Столы под навесом были расположены в форме буквы "П". Молодоженов и свидетелей посадили у ее основания, напротив – родители и родственники виновников торжества, остальные гости рассаживались, кто, где хотел.

Заправлял организацией праздника бойкий шустрый мужчина лет сорока, как шепнул мне Илья – знаменитый тамада, специально приглашенный из райцентра.

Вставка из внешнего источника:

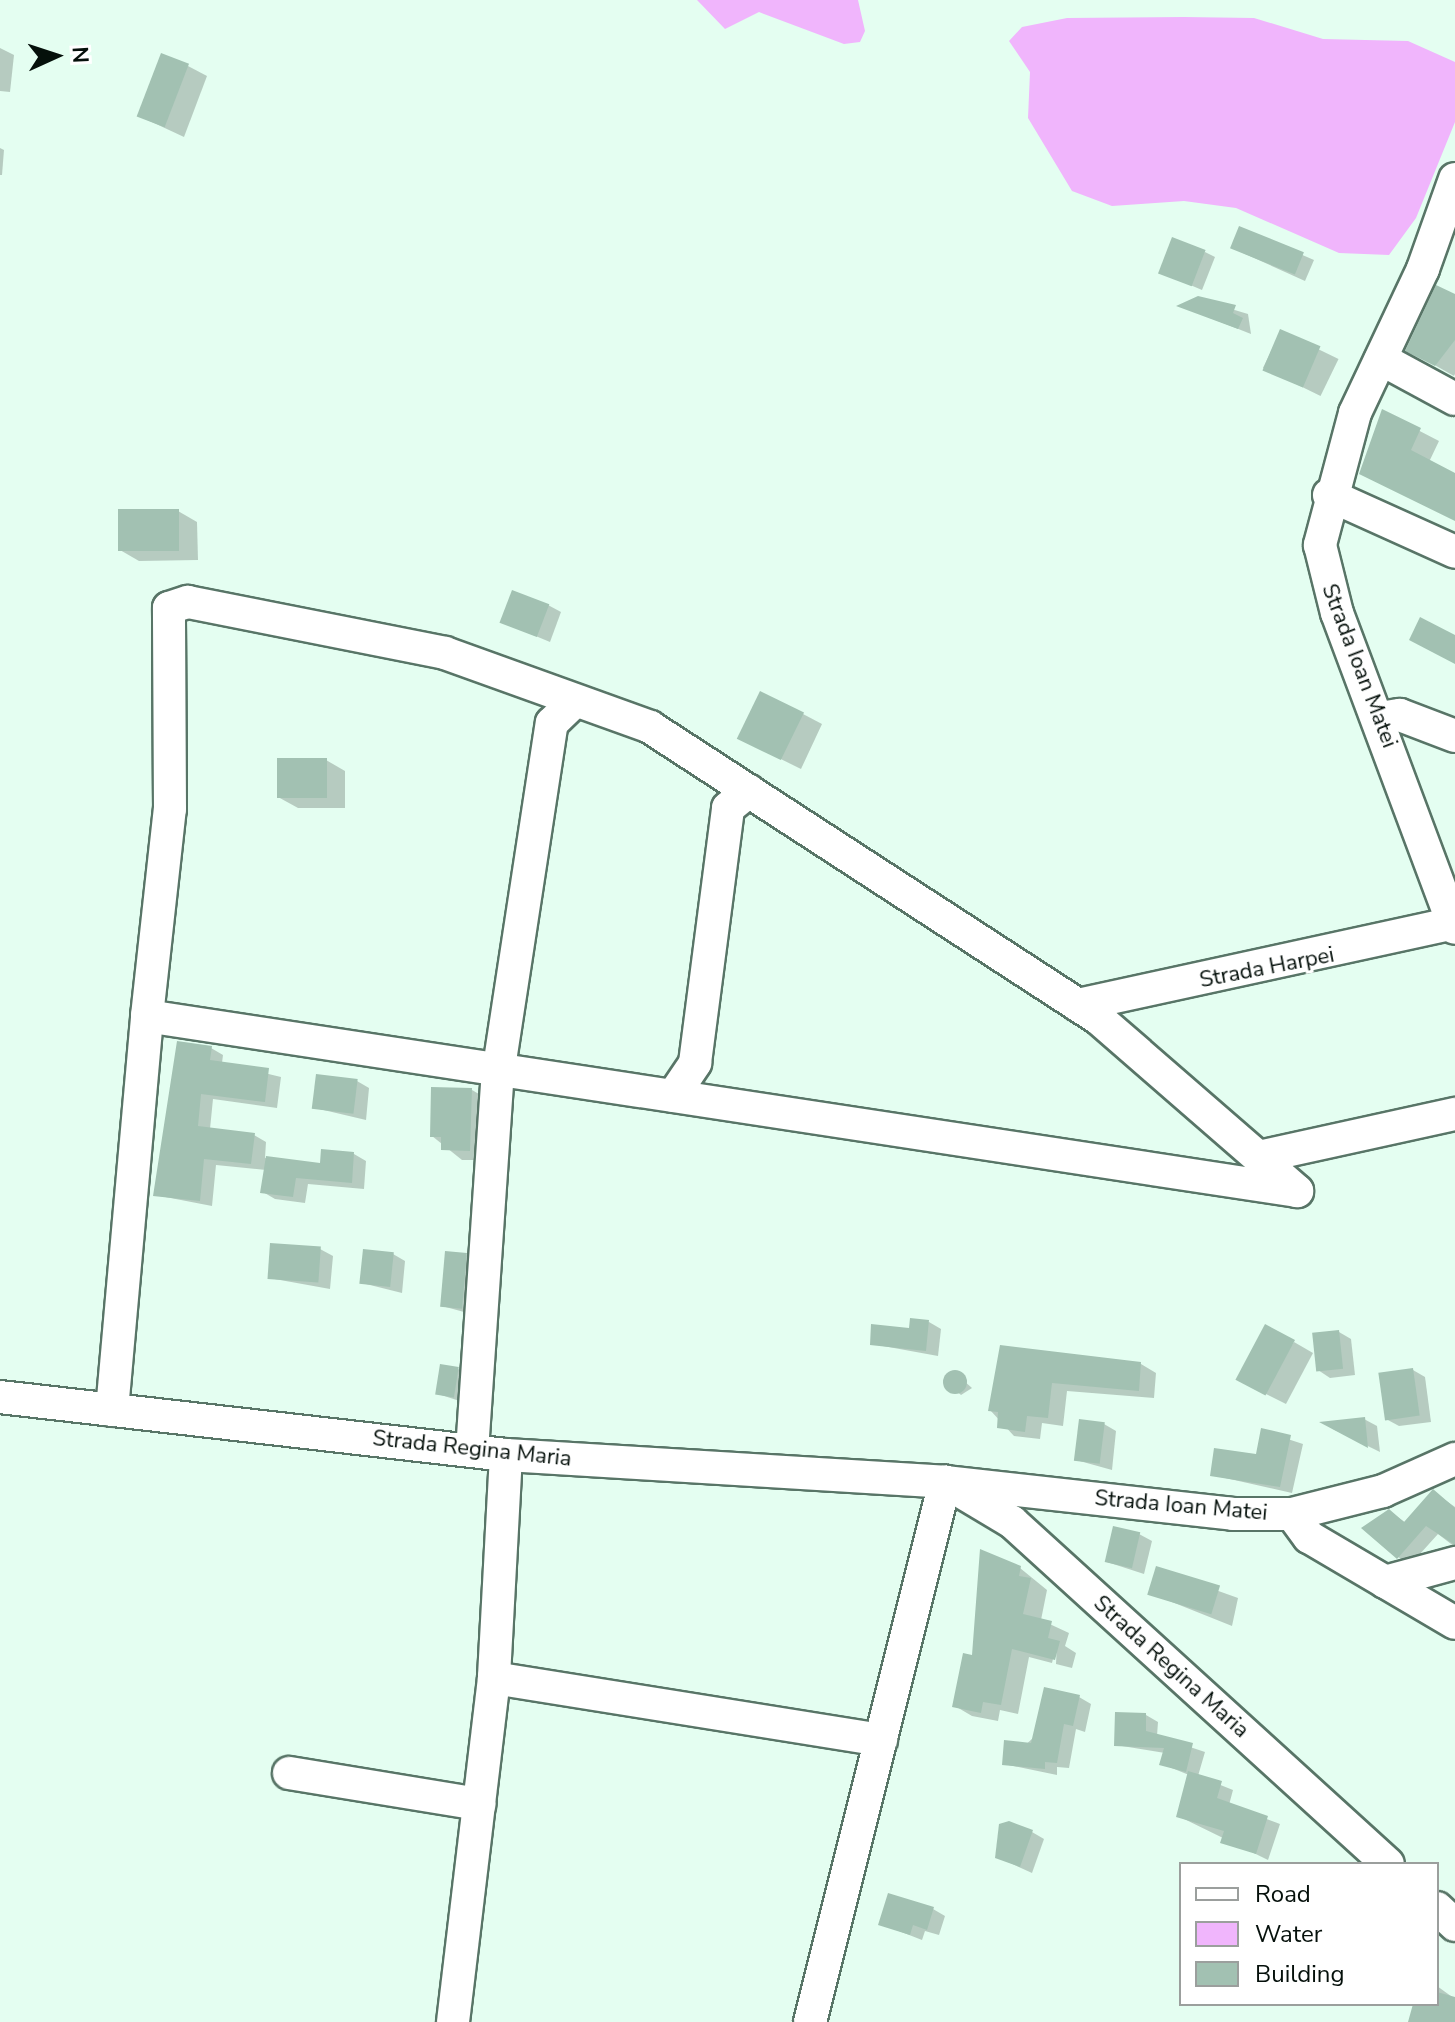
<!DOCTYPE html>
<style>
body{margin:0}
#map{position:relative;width:1455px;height:2022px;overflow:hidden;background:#e4fef1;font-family:"Nunito Sans",sans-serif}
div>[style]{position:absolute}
.water>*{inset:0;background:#f0b5fc}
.shadow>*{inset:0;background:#0003;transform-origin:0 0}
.building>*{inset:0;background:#a2c1b2;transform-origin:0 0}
.round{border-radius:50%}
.roads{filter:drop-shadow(2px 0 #587567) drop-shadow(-2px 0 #587567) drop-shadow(0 2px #587567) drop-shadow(0 -2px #587567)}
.minor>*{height:32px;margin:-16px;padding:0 16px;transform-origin:16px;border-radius:16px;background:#fff}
span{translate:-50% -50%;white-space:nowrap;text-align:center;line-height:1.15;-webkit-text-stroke:6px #fff;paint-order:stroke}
.street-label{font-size:22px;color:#05100b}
.legend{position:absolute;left:1179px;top:1862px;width:260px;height:144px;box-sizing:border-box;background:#fff;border:2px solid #9b9f9d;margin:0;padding:10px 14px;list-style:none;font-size:24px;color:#05100b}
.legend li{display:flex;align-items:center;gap:16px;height:40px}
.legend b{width:40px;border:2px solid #9b9f9d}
.north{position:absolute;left:16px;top:16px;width:80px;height:80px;-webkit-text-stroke:6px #fff;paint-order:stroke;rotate:87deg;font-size:22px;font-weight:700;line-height:32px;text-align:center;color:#05100b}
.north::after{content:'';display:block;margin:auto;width:28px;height:36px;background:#05100b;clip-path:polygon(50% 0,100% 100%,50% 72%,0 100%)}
</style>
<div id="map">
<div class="water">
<i style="clip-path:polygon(697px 0,858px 0,865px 31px,860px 42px,844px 44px,759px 12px,725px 29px)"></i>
<i style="clip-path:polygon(1184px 17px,1254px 18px,1323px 39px,1408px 41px,1455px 62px,1455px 122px,1416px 218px,1389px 255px,1339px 253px,1236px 208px,1184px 201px,1112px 206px,1072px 191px,1028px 118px,1030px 72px,1009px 41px,1022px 27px,1067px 18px)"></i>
</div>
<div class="shadow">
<i style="clip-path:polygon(0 48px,14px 55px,10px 92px,0 91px)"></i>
<i style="clip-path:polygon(188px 66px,207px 76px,184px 137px,139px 116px)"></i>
<i style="clip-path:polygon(0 148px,4px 150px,2px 175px,0 175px)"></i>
<i style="clip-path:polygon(1240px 228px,1314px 260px,1305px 281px,1243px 253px)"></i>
<i style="clip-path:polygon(1205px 252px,1215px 257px,1202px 290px,1162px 273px)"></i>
<i style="clip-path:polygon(1455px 297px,1455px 374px,1454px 376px,1408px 350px)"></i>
<i style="clip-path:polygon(1198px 299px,1248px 314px,1251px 334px,1180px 306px)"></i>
<i style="left:1281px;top:331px;width:64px;height:41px;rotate:26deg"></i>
<i style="clip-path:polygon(1383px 412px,1439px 441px,1429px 462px,1455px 475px,1455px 520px)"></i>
<i style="clip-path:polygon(178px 511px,197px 522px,198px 560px,139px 561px,120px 550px)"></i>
<i style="clip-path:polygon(548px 605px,561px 612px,550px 642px,502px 622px)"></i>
<i style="clip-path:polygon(803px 714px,822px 724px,801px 769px,740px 739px)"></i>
<i style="clip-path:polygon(326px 760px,345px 771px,345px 808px,298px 808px,278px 797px)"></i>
<i style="clip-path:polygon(211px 1048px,223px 1055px,222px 1063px,281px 1077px,277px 1108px,213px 1099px,210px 1129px,254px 1135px,266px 1142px,265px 1158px,321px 1165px,323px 1151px,354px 1154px,366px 1161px,364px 1189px,308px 1184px,305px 1203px,275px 1199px,263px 1192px,266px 1170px,216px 1165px,212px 1206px,155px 1195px)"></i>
<i style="clip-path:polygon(357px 1081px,369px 1088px,366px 1120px,315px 1108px)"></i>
<i style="clip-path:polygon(472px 1090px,491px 1101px,489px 1160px,462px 1160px,432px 1136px)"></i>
<i style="clip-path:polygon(320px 1249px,333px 1256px,330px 1289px,269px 1278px)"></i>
<i style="clip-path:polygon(393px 1254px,405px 1261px,402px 1293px,362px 1283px)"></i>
<i style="clip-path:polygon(466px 1255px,478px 1262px,475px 1315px,442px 1306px)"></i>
<i style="clip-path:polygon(929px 1322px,941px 1329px,938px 1356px,872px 1344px)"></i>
<i style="clip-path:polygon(1339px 1332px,1351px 1339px,1355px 1375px,1330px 1378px,1318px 1370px)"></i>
<i style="clip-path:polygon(1294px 1342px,1313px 1353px,1286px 1404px,1258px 1390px)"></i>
<i style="clip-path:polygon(1002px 1347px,1141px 1364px,1156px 1373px,1154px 1398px,1067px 1391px,1063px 1426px,1042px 1423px,1040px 1439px,1014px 1436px,990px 1410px)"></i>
<i style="clip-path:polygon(458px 1369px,470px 1376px,469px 1404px,438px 1394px)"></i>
<i style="clip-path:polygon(1413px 1370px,1425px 1377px,1431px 1422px,1399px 1426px,1386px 1419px)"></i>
<i style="clip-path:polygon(955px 1373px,972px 1388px,961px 1395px,945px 1381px)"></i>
<i style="clip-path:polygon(1364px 1419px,1377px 1426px,1380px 1452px,1333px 1429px)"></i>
<i style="clip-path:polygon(1104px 1424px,1116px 1431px,1112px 1470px,1076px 1460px)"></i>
<i style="clip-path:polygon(1263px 1431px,1303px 1444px,1292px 1493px,1212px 1475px,1257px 1456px)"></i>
<i style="clip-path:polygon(1434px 1492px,1455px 1507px,1455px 1547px,1438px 1534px,1410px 1565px,1398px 1557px,1389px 1511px,1406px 1523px)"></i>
<i style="clip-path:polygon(1139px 1534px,1152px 1541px,1144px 1574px,1107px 1562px)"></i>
<i style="clip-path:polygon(1020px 1568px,1047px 1590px,1041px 1620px,1069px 1633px,1065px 1646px,1076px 1653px,1072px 1668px,1056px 1664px,1057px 1642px,1052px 1663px,1029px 1657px,1018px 1714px,1000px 1710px,998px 1721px,972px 1716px,955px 1706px)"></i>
<i style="clip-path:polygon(1157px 1569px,1238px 1598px,1232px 1626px,1152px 1594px)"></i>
<i style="clip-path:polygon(1079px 1697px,1091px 1704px,1085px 1732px,1076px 1729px,1069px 1768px,1057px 1767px,1057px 1775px,1004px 1764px)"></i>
<i style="clip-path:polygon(1146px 1715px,1158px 1722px,1157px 1736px,1205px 1752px,1198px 1776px,1233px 1790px,1229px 1805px,1280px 1824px,1268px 1860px,1178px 1816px,1189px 1775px,1162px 1764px,1165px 1753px,1116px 1745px)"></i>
<i style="clip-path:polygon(1032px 1832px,1044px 1839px,1032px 1873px,997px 1857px)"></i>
<i style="clip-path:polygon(933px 1909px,945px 1916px,939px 1935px,925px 1931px,922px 1940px,881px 1924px)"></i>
<i style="clip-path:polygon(1437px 1986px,1455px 1999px,1455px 2022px,1411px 2022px,1416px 2004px,1437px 2004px)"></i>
</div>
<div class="building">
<i style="left:161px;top:53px;width:30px;height:68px;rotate:21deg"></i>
<i style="left:1239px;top:226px;width:70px;height:24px;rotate:22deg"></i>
<i style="left:1172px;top:237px;width:36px;height:39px;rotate:21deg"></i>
<i style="clip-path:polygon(1436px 285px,1455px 294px,1455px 340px,1435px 366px,1405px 351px)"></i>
<i style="clip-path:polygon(1198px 296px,1236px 305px,1233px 313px,1243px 318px,1238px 329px,1176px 306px)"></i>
<i style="left:1280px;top:329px;width:44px;height:45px;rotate:23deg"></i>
<i style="clip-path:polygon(1382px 409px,1421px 428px,1411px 450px,1455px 473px,1455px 521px,1359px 474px)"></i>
<i style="left:118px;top:509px;width:61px;height:42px"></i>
<i style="left:512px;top:590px;width:40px;height:35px;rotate:21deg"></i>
<i style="clip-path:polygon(1420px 617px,1455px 635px,1455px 664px,1409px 640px)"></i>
<i style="left:760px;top:691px;width:49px;height:53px;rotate:26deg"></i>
<i style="left:277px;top:758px;width:50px;height:40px"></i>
<i style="clip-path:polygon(177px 1041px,212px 1046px,210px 1060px,269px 1068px,265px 1102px,201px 1094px,198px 1126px,255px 1133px,251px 1164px,204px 1159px,200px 1201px,153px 1196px)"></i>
<i style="left:316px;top:1074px;width:42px;height:35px;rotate:7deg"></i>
<i style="clip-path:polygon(431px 1087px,472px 1088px,470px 1151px,441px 1150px,441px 1137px,430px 1137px)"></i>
<i style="clip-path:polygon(321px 1149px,354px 1152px,352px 1183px,296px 1178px,293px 1197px,260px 1193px,266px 1156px,320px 1163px)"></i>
<i style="left:270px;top:1243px;width:51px;height:36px;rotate:4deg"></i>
<i style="left:363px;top:1249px;width:31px;height:35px;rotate:6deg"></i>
<i style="left:445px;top:1251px;width:22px;height:56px;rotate:5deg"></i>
<i style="clip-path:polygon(910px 1318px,929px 1320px,926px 1351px,870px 1345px,871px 1324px,909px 1328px)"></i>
<i style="left:1265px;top:1324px;width:34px;height:63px;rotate:28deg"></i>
<i style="left:1339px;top:1330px;width:39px;height:27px;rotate:84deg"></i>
<i style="clip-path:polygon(1000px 1345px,1141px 1362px,1139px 1391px,1052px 1383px,1048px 1418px,1027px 1416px,1025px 1432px,997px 1428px,998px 1412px,988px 1411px)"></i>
<i style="left:440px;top:1364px;width:19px;height:31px;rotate:9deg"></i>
<i style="left:1413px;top:1368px;width:48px;height:35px;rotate:82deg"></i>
<i class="round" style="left:943px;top:1370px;width:24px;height:24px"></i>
<i style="clip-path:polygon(1365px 1417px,1368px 1448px,1319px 1422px)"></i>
<i style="left:1079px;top:1419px;width:26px;height:42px;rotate:7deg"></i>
<i style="clip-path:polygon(1261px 1428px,1291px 1435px,1280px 1487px,1210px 1476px,1214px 1448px,1256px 1454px)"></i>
<i style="clip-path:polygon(1433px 1489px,1455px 1508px,1455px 1545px,1426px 1526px,1397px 1559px,1361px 1528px,1389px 1509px,1404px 1522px)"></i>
<i style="left:1113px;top:1526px;width:28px;height:37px;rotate:13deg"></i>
<i style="clip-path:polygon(980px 1549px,1021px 1566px,1019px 1576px,1031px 1578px,1023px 1614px,1052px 1621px,1048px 1638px,1060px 1641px,1055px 1660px,1012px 1649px,1001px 1705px,983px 1702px,981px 1713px,952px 1707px,963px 1653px,972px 1655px)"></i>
<i style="left:1156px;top:1566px;width:67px;height:30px;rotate:17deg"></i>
<i style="clip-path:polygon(1044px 1687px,1080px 1695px,1073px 1726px,1064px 1724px,1057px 1763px,1045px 1762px,1045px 1769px,1002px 1765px,1004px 1740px,1031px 1743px)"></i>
<i style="clip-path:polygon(1115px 1712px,1146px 1713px,1146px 1731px,1193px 1743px,1186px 1772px,1159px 1765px,1164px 1748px,1114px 1746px)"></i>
<i style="clip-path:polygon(1188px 1771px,1222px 1781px,1217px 1798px,1268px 1816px,1256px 1854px,1220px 1843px,1224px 1831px,1176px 1817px)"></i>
<i style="clip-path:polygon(1009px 1821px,1033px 1830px,1020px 1867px,995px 1858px,999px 1824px)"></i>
<i style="clip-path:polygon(888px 1893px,934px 1907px,927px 1930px,913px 1925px,910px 1935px,878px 1925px)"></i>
<i style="clip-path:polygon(1437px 1992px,1455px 1997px,1455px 2022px,1408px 2022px,1413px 2004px,1437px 2004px)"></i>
</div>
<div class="roads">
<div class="minor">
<i style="left:1455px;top:179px;width:96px;rotate:109.6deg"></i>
<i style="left:1423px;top:269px;width:159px;rotate:115.3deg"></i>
<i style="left:1355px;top:413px;width:137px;rotate:104.9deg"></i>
<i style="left:1320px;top:545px;width:70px;rotate:76deg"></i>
<i style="left:1337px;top:613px;width:336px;rotate:69.5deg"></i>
<i style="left:1381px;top:359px;width:84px;rotate:28.4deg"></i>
<i style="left:1329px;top:495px;width:138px;rotate:24.3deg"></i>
<i style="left:1380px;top:718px;width:20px;rotate:-9deg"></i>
<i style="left:1400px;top:715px;width:59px;rotate:20.9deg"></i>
<i style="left:1078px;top:1005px;width:385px;rotate:-12.3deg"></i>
<i style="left:673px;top:1096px;width:40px;rotate:-56deg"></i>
<i style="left:695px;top:1063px;width:257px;rotate:-82.6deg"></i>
<i style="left:728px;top:808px;width:27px;rotate:-39deg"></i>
<i style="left:1259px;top:1157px;width:201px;rotate:-12.4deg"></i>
<i style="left:0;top:1397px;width:509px;rotate:6.54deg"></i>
<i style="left:506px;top:1455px;width:440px;rotate:3.5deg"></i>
<i style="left:945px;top:1482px;width:78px;rotate:30.8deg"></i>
<i style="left:1012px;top:1522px;width:508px;rotate:42.29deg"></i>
<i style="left:112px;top:1410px;width:396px;rotate:-84.9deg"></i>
<i style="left:147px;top:1016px;width:208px;rotate:-83.7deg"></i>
<i style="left:170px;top:809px;width:201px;rotate:-90.3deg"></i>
<i style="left:169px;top:608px;width:20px;rotate:-18deg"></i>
<i style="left:188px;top:602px;width:262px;rotate:11.2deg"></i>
<i style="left:445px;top:653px;width:218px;rotate:19.8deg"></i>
<i style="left:650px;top:727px;width:534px;rotate:33.01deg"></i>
<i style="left:1098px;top:1018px;width:264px;rotate:41deg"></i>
<i style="left:1297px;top:1191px;width:1163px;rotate:-171.35deg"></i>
<i style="left:472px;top:1451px;width:378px;rotate:-86.1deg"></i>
<i style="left:498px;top:1074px;width:355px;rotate:-81.3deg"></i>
<i style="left:552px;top:723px;width:32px;rotate:-44deg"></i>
<i style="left:506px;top:1455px;width:223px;rotate:93.1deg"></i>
<i style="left:494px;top:1678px;width:392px;rotate:9.1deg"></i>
<i style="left:1292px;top:1514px;width:29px;rotate:54deg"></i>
<i style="left:1309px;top:1537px;width:169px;rotate:30.5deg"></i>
<i style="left:1385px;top:1582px;width:73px;rotate:-15.2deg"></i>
<i style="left:289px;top:1773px;width:193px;rotate:9.3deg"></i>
<i style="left:1437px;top:1908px;width:25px;rotate:43deg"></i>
<i style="left:453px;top:2022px;width:346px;rotate:-83.2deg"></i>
<i style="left:810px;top:2022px;width:557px;rotate:-75.96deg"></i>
<i style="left:945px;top:1482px;width:290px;rotate:6.3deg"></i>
<i style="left:1233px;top:1514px;width:59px"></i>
<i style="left:1292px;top:1514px;width:94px;rotate:-14.2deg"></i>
<i style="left:1383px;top:1491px;width:79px;rotate:-24deg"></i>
</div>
</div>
<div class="street-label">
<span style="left:1359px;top:666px;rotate:69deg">Strada Ioan Matei</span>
<span style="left:1267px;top:968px;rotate:-11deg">Strada Harpei</span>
<span style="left:472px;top:1449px;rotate:6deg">Strada Regina Maria</span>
<span style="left:1181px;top:1506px;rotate:5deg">Strada Ioan Matei</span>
<span style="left:1171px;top:1667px;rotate:42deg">Strada Regina Maria</span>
</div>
<ul class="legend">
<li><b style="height:10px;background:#fff"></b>Road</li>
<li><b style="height:22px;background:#f0b5fc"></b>Water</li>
<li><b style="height:22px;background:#a2c1b2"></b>Building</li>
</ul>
<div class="north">N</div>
</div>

Речь тамады изобиловала дешевыми шутками-прибаутками, трафаретными хохмочками, которые, там не менее, воспринимались публикой "на ура!" И, несмотря на едва завуалированную пошлость, извергаемые реплики все же окультуривали целенаправленное поглощение алкоголя.

Молодым несколько раз пришлось усладить вкусы гостей долгими поцелуями, то же самое довелось проделать мне с Ларой и Федькиному шаферу (моему старому знакомому – Игорю) с пышнотелой сельской красоткой.

В общем, все шло согласно старому, давно заведенному и не нами придуманному, ритуалу…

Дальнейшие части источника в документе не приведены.